Extracted records:
┌──
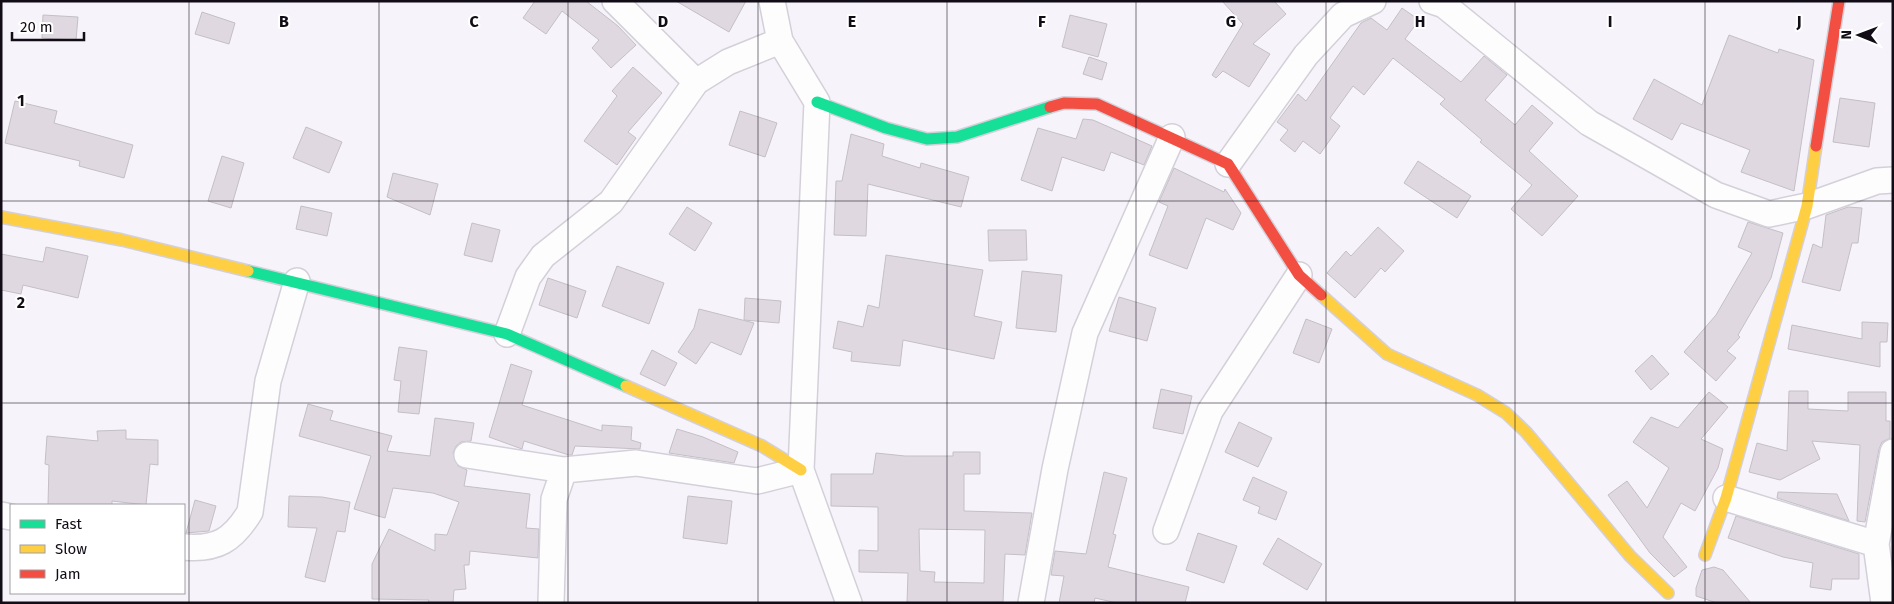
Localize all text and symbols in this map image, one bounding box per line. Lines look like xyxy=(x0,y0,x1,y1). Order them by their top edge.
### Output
scale bar xyxy=(12,10,85,42)
north arrow xyxy=(1834,10,1884,60)
text: B xyxy=(279,12,289,31)
text: C xyxy=(469,12,479,31)
text: D xyxy=(658,12,668,31)
text: E xyxy=(848,12,856,31)
text: F xyxy=(1038,12,1046,31)
text: G xyxy=(1226,12,1236,31)
text: H xyxy=(1415,12,1425,31)
text: I xyxy=(1608,12,1612,31)
text: J xyxy=(1795,12,1802,31)
text: 20 m xyxy=(20,18,53,36)
text: N xyxy=(1838,30,1855,40)
text: 1 xyxy=(17,91,25,110)
text: 2 xyxy=(17,293,25,312)
legend xyxy=(10,504,185,594)
text: Fast xyxy=(55,515,82,533)
text: Slow xyxy=(55,540,87,558)
text: Jam xyxy=(55,565,81,583)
└──
_What you are asked to do_.
From top to bottom, restate the records above exactly and omit every picture.

_Task answer_.
Localize all text and symbols in this map image, one bounding box per line. Lines look like xyxy=(x0,y0,x1,y1). Order them by their top edge.
### Output
scale bar xyxy=(12,10,85,42)
north arrow xyxy=(1834,10,1884,60)
text: B xyxy=(279,12,289,31)
text: C xyxy=(469,12,479,31)
text: D xyxy=(658,12,668,31)
text: E xyxy=(848,12,856,31)
text: F xyxy=(1038,12,1046,31)
text: G xyxy=(1226,12,1236,31)
text: H xyxy=(1415,12,1425,31)
text: I xyxy=(1608,12,1612,31)
text: J xyxy=(1795,12,1802,31)
text: 20 m xyxy=(20,18,53,36)
text: N xyxy=(1838,30,1855,40)
text: 1 xyxy=(17,91,25,110)
text: 2 xyxy=(17,293,25,312)
legend xyxy=(10,504,185,594)
text: Fast xyxy=(55,515,82,533)
text: Slow xyxy=(55,540,87,558)
text: Jam xyxy=(55,565,81,583)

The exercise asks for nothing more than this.